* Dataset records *

====

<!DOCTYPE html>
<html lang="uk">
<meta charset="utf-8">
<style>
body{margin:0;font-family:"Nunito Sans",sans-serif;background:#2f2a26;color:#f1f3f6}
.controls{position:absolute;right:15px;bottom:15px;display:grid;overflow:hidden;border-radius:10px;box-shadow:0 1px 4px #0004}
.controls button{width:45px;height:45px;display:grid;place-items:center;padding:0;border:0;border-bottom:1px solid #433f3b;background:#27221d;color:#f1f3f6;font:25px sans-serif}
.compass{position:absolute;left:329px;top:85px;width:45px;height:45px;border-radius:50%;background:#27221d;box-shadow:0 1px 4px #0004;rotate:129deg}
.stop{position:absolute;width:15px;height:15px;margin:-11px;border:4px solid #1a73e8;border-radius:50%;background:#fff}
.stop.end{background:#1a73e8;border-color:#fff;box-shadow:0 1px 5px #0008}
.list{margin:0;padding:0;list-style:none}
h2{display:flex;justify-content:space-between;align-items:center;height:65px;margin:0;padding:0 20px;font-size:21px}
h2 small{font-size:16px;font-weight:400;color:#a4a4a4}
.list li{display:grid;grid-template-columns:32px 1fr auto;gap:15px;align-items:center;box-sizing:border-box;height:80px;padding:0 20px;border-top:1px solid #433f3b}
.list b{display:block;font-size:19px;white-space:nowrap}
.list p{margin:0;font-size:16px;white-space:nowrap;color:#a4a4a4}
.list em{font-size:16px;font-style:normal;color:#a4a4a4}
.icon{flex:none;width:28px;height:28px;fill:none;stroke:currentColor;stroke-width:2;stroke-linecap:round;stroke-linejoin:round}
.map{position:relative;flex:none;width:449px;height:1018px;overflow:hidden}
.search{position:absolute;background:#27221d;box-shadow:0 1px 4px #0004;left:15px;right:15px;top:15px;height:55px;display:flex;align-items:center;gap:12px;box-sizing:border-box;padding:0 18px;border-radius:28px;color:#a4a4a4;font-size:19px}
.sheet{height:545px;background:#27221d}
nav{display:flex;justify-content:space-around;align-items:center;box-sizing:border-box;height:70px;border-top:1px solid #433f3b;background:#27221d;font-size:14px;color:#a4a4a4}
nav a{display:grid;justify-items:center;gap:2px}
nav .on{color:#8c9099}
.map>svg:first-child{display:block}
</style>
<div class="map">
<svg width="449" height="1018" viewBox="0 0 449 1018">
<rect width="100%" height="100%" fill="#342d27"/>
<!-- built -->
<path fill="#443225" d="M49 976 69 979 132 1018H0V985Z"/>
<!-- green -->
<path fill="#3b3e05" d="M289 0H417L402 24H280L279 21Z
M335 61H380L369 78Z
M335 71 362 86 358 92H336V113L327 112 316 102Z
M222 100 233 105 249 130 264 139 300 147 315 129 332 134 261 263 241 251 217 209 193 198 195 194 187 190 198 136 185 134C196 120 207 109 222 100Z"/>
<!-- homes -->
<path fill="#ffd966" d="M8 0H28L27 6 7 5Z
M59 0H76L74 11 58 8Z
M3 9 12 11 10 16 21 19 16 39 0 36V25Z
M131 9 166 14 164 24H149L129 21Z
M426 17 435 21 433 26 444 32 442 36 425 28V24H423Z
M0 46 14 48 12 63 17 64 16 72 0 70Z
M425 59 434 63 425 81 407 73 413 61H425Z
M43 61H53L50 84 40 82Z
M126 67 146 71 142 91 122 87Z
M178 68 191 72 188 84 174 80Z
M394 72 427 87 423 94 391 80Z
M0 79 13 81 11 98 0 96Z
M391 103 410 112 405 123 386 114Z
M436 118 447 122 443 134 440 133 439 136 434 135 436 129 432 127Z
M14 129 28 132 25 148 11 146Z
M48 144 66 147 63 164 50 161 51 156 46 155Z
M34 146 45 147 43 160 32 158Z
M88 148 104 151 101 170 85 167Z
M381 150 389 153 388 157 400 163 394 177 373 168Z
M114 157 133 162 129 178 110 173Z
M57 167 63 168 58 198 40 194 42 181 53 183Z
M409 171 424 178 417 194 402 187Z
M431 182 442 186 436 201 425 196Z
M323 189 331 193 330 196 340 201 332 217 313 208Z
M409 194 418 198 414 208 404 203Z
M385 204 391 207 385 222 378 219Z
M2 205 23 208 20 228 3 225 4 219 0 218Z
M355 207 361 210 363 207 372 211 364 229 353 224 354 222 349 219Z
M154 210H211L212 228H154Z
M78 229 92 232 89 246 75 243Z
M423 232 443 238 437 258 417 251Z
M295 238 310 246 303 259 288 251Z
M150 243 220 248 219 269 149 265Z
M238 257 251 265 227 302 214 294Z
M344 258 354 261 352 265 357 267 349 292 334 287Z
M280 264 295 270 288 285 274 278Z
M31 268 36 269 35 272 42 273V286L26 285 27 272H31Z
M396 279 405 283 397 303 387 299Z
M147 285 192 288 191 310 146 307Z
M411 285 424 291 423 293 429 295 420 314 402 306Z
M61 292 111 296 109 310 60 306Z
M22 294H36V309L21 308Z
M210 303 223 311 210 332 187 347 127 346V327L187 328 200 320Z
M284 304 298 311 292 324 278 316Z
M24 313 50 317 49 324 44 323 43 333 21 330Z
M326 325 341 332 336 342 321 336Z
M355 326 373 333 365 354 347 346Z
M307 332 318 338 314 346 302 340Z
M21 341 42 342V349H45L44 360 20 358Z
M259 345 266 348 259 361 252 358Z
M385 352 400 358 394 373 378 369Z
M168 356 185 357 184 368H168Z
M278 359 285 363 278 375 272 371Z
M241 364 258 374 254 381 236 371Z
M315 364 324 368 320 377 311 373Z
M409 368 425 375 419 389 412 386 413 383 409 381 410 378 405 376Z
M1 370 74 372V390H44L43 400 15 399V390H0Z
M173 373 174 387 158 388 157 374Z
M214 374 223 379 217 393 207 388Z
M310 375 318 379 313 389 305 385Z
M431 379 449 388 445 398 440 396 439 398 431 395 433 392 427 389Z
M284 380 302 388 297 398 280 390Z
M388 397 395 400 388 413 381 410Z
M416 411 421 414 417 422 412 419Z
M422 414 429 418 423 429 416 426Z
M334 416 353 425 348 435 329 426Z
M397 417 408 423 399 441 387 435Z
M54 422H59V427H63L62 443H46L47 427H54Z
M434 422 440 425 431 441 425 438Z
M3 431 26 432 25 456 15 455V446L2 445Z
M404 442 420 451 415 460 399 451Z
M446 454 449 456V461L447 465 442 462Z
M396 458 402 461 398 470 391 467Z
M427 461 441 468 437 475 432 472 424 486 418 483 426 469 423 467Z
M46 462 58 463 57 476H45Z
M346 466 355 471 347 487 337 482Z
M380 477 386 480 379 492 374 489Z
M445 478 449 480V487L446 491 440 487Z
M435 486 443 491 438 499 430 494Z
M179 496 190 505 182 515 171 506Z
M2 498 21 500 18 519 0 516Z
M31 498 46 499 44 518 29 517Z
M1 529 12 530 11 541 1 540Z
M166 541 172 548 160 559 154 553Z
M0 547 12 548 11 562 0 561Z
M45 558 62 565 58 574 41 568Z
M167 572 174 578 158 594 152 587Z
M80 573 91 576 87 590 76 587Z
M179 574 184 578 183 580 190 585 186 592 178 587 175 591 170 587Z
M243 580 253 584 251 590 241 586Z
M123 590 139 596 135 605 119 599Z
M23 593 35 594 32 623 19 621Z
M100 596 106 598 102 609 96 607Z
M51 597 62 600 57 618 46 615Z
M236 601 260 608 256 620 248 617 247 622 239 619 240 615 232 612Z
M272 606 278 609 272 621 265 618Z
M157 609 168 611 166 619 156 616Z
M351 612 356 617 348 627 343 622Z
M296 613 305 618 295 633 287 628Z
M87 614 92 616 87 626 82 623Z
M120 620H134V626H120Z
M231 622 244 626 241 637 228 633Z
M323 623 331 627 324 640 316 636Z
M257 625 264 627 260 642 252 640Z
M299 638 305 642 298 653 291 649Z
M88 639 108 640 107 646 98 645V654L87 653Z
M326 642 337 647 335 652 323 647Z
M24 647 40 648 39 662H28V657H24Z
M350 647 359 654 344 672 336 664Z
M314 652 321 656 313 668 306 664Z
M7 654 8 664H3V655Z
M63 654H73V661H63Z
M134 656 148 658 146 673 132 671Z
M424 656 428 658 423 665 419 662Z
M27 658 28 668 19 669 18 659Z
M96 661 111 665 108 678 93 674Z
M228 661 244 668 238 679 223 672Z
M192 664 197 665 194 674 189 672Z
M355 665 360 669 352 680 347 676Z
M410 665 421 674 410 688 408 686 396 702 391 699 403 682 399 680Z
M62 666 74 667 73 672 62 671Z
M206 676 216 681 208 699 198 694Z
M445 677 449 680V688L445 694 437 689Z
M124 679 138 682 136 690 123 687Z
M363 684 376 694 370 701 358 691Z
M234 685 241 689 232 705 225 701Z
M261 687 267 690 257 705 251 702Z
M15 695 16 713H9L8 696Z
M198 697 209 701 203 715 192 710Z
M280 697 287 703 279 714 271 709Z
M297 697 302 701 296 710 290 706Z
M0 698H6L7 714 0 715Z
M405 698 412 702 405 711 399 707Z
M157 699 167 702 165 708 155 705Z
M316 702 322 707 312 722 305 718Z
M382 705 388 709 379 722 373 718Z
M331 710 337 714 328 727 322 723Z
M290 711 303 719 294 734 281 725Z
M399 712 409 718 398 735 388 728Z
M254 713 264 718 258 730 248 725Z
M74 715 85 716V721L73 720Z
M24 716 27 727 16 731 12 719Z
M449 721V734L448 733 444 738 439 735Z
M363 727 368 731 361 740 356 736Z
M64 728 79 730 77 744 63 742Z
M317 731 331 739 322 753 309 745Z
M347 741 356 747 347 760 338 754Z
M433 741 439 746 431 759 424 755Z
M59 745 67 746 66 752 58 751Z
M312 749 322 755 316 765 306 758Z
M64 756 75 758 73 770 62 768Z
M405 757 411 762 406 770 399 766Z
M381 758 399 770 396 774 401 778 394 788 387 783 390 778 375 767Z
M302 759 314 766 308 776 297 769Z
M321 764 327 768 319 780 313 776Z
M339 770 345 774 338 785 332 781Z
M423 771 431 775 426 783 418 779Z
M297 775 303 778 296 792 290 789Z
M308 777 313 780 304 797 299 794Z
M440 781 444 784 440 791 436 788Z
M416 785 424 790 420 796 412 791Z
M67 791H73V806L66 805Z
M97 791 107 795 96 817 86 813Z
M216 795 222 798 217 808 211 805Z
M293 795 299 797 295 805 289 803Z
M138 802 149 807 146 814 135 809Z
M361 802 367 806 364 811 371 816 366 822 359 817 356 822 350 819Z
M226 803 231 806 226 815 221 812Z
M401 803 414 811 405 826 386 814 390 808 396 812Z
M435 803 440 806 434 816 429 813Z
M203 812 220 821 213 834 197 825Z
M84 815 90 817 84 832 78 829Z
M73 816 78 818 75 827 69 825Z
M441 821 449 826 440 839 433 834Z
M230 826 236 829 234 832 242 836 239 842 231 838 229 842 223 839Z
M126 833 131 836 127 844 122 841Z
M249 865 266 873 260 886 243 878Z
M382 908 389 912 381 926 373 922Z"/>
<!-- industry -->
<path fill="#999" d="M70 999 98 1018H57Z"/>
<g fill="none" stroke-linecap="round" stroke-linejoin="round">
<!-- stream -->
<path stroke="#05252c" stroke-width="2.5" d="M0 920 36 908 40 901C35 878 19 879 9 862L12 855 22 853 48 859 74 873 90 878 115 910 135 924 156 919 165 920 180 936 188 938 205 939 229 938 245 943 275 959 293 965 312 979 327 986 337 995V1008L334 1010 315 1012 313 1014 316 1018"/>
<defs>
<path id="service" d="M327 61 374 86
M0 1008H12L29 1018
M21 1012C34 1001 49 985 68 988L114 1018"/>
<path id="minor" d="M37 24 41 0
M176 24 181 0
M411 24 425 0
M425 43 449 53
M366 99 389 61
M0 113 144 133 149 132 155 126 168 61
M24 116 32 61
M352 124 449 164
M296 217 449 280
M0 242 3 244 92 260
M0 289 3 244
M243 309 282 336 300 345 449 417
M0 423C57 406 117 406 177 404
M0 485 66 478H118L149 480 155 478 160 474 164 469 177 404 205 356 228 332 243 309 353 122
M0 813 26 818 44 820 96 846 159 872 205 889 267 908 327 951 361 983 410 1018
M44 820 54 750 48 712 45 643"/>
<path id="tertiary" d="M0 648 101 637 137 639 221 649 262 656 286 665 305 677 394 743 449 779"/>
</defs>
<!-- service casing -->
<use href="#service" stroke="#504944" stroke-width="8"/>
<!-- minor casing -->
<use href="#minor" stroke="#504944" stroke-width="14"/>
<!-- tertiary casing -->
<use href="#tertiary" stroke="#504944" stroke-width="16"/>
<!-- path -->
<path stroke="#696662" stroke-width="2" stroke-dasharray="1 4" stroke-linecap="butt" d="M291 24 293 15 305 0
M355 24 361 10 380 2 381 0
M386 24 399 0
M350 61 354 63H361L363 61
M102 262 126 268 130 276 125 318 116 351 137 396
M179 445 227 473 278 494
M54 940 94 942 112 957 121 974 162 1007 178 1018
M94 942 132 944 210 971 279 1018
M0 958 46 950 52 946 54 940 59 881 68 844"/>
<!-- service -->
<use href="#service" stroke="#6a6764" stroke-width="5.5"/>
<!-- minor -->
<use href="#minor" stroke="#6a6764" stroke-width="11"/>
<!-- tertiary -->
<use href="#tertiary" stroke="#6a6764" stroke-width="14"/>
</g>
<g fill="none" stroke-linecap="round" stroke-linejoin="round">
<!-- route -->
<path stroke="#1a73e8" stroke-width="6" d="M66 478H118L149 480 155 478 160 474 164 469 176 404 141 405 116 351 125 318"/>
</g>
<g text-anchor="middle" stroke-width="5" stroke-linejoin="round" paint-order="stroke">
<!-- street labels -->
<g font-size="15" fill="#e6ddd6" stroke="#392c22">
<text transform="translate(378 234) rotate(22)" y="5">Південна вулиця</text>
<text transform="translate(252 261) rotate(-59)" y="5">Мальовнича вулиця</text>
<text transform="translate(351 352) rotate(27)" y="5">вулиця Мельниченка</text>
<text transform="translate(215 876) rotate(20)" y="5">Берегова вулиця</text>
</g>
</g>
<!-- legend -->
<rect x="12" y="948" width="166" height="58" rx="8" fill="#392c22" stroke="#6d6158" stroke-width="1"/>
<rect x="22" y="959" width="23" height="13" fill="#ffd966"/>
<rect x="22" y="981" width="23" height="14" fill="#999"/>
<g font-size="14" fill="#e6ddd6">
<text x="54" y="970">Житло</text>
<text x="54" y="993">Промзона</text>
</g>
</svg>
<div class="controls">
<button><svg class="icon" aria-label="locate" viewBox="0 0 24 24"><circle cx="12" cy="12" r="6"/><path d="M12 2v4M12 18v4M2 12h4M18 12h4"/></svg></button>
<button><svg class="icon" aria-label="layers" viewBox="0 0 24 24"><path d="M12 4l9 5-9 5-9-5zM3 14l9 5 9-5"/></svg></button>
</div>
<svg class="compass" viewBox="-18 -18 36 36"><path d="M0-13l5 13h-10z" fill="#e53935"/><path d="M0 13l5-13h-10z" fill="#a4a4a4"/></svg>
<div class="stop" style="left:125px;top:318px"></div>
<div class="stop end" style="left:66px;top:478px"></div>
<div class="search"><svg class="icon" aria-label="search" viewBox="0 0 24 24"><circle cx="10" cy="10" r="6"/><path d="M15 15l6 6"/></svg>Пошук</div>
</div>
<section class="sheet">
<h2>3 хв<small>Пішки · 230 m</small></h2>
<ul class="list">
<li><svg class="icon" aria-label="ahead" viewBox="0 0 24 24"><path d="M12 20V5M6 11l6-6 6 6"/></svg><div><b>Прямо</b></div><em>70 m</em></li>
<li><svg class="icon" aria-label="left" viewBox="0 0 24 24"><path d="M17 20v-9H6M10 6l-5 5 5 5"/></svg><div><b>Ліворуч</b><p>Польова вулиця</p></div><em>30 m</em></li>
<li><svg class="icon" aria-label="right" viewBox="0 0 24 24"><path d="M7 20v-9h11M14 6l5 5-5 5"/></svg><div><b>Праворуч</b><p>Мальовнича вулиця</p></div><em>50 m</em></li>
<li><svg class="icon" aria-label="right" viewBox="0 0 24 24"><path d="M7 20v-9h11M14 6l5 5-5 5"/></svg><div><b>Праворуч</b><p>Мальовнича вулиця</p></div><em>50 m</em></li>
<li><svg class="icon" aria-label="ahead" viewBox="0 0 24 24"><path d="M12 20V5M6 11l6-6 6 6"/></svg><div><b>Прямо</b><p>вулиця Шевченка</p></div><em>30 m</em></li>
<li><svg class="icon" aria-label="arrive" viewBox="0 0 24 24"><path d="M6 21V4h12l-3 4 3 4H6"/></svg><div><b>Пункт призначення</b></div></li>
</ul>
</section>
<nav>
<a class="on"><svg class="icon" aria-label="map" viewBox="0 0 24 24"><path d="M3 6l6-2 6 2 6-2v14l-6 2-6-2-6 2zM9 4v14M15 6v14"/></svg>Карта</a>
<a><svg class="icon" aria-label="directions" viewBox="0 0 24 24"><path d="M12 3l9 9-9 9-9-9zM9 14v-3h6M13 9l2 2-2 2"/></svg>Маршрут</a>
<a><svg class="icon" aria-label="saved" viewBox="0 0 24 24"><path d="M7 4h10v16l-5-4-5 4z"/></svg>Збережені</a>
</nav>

====

Determine which lines above include the word "linejoin", and report those lines in full.

.icon{flex:none;width:28px;height:28px;fill:none;stroke:currentColor;stroke-width:2;stroke-linecap:round;stroke-linejoin:round}
<g fill="none" stroke-linecap="round" stroke-linejoin="round">
<g fill="none" stroke-linecap="round" stroke-linejoin="round">
<g text-anchor="middle" stroke-width="5" stroke-linejoin="round" paint-order="stroke">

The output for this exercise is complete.